Go through the material below and count the lines in which the word "Input" occurs; the only output is the number.
***** DATA EXTRACT *****
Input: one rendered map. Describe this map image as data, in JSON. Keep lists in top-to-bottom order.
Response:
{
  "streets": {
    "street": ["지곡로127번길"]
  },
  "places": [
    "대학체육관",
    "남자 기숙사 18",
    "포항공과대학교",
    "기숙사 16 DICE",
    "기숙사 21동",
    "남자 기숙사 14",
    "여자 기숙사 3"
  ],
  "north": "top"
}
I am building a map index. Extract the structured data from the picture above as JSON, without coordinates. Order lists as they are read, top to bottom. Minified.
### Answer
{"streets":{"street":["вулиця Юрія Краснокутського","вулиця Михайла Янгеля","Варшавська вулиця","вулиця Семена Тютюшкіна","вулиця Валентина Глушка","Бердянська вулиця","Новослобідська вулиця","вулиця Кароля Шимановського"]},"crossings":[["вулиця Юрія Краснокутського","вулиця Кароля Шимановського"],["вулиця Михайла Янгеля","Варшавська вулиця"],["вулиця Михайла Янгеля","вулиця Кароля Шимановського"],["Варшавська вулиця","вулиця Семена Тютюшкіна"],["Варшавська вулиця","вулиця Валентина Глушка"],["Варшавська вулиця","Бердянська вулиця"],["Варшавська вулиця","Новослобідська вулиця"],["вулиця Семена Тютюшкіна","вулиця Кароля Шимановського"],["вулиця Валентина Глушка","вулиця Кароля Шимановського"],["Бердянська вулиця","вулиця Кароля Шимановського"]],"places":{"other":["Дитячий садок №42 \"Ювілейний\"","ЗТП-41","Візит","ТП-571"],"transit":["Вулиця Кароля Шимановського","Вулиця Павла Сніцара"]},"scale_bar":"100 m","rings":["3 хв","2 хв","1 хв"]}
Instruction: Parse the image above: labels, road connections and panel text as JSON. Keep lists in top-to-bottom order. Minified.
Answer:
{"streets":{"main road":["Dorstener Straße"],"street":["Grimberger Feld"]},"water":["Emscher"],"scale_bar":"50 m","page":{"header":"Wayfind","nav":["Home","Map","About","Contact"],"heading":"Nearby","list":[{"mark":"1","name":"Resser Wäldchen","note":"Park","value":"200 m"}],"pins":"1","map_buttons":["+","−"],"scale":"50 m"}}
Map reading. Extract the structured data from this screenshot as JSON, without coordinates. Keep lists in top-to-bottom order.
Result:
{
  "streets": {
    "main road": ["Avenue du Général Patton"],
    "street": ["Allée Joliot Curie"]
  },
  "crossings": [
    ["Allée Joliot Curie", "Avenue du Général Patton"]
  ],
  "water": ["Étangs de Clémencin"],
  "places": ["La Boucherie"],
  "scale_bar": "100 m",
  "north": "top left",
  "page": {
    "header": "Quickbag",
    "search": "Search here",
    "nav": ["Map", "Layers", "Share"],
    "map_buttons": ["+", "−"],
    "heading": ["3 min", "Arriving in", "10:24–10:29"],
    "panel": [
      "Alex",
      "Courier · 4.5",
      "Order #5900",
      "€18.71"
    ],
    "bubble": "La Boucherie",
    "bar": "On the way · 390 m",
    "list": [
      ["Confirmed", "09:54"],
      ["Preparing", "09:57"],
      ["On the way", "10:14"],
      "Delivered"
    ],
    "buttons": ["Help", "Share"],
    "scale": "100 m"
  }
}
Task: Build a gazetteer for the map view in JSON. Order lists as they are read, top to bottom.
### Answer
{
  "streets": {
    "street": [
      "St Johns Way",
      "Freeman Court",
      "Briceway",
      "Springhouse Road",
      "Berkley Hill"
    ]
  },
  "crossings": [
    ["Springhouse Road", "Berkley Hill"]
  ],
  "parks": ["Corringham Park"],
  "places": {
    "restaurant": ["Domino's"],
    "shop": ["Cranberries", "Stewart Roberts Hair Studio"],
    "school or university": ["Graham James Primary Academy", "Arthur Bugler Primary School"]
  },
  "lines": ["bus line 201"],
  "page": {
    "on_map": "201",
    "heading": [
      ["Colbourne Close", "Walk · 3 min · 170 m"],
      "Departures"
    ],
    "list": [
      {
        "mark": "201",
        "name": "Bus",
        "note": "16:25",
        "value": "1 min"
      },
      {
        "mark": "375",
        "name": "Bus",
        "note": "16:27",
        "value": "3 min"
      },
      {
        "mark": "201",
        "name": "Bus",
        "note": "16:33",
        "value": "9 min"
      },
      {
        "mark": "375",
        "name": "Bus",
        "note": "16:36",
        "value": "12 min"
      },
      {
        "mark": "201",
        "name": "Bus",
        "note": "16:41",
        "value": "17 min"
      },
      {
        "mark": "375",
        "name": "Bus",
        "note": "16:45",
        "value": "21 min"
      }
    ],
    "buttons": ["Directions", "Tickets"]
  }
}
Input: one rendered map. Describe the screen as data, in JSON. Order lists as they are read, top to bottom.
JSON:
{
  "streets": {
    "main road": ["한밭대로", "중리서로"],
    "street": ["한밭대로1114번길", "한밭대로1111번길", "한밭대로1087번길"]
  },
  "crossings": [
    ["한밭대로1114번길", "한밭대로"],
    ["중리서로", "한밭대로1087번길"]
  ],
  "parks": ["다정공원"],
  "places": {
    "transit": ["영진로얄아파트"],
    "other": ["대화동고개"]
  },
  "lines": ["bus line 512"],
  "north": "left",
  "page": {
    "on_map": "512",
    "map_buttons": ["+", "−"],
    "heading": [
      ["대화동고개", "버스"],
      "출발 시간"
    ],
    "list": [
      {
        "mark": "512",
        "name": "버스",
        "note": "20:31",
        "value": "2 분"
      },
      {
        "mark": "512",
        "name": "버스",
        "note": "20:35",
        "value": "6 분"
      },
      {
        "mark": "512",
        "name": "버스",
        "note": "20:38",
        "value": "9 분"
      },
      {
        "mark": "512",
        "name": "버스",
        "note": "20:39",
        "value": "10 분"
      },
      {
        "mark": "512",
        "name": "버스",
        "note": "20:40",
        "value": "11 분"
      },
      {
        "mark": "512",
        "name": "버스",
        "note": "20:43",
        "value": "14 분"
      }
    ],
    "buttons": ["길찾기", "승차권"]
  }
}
*****
[EXERCISE RESPONSE]: 2